Audit your CLAUDE.md. Read it line by line. For each fact, ask: is this retrievable from code, PRs, or chat? If yes, it's preload tax. You're paying that token cost every turn of every session. Move it out. Anything that lives in git, in a Jira ticket, or in a Slack thread is better fetched on demand than carried in the system prompt.
Measure your memory MCP if you've installed one. Use the three metrics from last week's autopsy: tokens-per-tool-call, percent-of-context-consumed-pre-prompt, and first-try alignment on real tasks. If your memory MCP is costing 3,000 tokens per session and improving first-try alignment by less than ten percent, the ROI isn't there. Remove it and re-measure.
For shape forgetting specifically, run a two-week A/B. Half your sessions, work as you do today with whatever memory setup you have. Half your sessions, route shape questions ("where does auth live?", "what's our error pattern?") to on-demand retrieval against your actual repos and team systems. Track first-try alignment as the success metric. The gap, if there is one, will tell you whether your team's pain is fact forgetting or shape forgetting. Most teams find out it's the second one.
FAQ#
Why does Claude Code forget my codebase between sessions?#
By design. Anthropic's Claude Code documentation confirms session memory resets at every /clear and every new session. The only persistent state is CLAUDE.md and project rules, which charge a token cost on every turn. The community calls this the re-explain tax, and it's the second-most-cited pain on r/mcp in 2025-2026 after raw token cost.
Do memory MCP servers like Stash or Hindsight fix the forgetting?#
Partially. Memory MCPs solve fact forgetting, the case where you declared something yesterday and want it remembered today. They cost 2,000 to 5,000 tokens per session in preload, per the doobidoo/mcp-memory-service measurements, and they don't solve shape forgetting (where files live, what patterns the codebase actually uses). Most r/mcp pain is shape forgetting.
What's the difference between memory and context for AI agents?#
Memory is what the agent saved earlier and recalls later, static, declared, write-once. Context is what the agent needs right now to make a good decision, dynamic, retrieved, recomputed each call. Anthropic's context-engineering essay frames the distinction as preload versus progressive disclosure. Codebase shape belongs in the second category, not the first.
How do I make my agent remember my team's conventions?#
Don't try to make it remember. Make it retrieve. Team conventions live in code review comments, in design docs, in Slack threads where the senior engineer pushed back on the pattern. A memory store can't catalog that surface area. Index those systems and let the agent fetch the relevant convention at the moment it's writing code in that area. The convention stays fresh because the source stays fresh.

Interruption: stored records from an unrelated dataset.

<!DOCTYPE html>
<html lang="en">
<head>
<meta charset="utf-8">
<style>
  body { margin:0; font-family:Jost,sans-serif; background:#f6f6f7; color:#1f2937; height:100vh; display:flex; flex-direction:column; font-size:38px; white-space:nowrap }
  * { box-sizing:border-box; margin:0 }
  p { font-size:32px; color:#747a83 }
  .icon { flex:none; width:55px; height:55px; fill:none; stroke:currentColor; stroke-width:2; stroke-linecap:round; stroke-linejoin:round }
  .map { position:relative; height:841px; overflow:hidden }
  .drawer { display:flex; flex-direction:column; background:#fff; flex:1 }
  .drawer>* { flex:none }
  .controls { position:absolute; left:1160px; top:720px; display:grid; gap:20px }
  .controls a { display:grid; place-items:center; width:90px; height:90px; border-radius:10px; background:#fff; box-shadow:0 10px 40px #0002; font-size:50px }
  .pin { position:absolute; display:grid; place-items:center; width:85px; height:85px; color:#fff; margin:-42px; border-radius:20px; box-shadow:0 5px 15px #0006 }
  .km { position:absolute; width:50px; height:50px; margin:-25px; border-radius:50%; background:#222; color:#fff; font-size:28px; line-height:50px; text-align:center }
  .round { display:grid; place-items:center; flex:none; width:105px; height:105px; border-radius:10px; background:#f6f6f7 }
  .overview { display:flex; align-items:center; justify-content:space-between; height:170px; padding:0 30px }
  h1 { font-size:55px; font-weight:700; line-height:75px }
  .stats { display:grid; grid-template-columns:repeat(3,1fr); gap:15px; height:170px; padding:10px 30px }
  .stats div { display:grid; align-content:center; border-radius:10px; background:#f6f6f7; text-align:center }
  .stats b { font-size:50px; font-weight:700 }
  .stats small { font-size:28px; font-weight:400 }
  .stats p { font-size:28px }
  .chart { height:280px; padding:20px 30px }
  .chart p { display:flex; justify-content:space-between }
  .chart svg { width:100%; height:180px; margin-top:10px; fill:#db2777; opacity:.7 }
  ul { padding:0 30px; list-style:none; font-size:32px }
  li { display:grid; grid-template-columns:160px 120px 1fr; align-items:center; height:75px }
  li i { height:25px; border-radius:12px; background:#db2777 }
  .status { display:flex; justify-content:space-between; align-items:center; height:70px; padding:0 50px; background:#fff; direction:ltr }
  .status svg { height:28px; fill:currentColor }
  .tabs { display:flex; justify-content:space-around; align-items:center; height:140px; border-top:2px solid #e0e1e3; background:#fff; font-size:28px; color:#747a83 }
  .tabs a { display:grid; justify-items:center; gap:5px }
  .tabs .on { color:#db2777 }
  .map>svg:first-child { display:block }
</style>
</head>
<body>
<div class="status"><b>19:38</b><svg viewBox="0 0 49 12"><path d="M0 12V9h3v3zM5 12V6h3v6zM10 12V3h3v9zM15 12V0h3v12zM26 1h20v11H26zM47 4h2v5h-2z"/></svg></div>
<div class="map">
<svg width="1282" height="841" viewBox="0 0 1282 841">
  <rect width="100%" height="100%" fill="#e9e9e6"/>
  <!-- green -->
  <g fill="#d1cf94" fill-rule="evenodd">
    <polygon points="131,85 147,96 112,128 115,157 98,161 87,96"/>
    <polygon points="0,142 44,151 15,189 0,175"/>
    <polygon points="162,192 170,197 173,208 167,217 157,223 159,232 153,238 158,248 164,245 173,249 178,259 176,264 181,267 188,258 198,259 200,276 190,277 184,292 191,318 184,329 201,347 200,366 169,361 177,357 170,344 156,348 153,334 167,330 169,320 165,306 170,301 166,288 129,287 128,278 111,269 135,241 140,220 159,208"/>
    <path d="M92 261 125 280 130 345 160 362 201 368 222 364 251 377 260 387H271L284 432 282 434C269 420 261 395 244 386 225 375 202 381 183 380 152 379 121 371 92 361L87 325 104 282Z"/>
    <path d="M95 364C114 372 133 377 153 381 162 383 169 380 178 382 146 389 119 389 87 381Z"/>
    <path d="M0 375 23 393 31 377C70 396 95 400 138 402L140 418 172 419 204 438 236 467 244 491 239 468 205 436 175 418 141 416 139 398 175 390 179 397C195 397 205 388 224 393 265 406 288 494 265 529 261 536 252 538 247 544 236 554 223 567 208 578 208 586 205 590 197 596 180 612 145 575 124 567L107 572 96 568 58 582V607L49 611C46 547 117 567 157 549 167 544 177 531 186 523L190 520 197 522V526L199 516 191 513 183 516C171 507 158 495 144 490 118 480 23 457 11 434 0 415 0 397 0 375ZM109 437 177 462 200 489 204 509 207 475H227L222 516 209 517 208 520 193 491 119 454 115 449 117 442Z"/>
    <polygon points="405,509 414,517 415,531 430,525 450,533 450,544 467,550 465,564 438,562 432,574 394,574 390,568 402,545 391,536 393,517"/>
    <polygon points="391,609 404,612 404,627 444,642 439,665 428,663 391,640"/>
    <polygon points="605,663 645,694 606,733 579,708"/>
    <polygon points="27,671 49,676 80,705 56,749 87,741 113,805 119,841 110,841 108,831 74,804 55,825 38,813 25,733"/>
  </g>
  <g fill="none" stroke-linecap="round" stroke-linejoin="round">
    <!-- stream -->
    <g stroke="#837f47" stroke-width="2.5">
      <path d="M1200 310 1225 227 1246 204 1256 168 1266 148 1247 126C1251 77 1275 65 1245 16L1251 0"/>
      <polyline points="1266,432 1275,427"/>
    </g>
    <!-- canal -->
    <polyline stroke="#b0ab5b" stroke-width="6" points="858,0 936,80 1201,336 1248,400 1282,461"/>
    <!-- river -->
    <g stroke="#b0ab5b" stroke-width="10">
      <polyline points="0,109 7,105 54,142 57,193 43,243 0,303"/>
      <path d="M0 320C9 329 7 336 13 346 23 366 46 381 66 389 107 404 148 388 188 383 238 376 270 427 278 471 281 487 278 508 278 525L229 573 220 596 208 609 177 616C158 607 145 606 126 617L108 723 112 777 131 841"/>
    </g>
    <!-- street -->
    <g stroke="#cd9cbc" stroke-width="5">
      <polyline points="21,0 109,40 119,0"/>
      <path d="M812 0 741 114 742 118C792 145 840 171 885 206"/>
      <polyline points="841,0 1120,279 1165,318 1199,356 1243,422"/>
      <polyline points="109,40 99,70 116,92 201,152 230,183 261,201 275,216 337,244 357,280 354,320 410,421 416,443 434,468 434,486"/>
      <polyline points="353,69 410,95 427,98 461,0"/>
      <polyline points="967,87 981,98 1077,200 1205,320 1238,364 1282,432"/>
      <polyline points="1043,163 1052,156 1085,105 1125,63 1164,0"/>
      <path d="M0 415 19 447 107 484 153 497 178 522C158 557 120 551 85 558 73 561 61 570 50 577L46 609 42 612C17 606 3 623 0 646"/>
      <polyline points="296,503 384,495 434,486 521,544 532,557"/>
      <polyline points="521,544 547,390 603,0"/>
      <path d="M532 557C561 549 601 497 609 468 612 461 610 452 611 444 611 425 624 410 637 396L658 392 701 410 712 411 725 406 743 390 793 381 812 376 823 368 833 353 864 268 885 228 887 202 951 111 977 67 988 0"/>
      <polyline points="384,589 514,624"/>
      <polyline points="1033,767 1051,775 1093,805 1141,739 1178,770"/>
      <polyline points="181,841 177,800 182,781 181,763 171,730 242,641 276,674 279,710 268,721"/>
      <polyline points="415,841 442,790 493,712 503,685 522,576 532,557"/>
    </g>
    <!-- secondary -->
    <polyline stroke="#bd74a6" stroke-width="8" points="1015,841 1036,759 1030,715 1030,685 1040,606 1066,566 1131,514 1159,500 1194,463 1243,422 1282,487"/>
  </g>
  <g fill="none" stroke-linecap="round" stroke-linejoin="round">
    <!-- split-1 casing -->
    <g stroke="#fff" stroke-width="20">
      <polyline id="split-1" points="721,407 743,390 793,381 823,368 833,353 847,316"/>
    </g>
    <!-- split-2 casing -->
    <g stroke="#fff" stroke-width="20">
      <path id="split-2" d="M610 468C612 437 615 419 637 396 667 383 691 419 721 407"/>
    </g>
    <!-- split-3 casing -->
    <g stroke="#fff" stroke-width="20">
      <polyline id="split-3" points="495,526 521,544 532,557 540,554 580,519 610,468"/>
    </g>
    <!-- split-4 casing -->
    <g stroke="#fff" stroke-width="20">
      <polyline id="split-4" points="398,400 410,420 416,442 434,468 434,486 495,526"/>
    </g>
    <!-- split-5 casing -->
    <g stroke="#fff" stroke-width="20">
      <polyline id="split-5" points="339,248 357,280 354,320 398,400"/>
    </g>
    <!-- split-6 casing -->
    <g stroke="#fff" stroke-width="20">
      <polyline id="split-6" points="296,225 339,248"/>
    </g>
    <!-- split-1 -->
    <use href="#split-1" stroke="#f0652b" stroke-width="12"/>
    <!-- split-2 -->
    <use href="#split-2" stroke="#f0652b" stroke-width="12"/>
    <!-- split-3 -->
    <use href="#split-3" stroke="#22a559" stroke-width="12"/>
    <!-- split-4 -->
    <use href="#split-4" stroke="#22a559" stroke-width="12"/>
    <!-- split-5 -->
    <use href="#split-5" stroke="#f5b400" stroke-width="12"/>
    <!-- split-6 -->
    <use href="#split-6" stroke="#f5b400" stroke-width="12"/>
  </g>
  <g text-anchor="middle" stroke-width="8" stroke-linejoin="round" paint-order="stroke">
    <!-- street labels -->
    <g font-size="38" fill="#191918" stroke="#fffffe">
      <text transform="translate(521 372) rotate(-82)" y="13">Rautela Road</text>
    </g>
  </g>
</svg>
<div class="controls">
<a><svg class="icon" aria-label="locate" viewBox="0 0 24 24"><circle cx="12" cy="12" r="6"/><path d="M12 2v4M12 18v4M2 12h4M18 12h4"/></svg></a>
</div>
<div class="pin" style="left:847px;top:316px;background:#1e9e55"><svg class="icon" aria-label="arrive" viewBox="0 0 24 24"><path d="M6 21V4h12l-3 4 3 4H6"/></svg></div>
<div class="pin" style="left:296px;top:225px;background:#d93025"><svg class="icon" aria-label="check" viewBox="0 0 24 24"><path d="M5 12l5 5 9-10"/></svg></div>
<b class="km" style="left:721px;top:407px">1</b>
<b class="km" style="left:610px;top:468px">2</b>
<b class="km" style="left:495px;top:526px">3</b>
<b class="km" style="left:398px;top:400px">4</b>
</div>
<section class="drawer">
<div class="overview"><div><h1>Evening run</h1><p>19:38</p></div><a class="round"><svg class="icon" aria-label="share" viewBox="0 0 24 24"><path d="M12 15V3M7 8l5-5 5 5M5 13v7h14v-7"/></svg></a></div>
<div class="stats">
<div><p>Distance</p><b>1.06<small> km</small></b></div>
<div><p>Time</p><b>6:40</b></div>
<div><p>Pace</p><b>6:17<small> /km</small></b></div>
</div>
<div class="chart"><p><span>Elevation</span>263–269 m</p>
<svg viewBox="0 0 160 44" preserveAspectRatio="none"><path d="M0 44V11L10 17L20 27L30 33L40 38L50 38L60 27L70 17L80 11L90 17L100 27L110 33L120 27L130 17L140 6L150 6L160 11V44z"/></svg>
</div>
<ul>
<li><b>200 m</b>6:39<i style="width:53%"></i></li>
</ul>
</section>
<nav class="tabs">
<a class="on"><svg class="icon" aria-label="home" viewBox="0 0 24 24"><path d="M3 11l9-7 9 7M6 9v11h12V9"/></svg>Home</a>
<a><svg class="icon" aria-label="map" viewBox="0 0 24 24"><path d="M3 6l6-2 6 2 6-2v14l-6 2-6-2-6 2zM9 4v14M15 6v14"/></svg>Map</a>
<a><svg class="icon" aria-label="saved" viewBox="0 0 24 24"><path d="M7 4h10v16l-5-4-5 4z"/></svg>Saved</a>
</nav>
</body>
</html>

Is CLAUDE.md a good place to store memory?#
For stable, high-signal facts (test framework, language version, deploy command), yes. For codebase shape, file locations, evolving patterns, no. Every line of CLAUDE.md costs tokens on every turn, per Anthropic's own context-engineering guidance. If a fact is retrievable from code or git history, move it out and pay the cost on demand instead.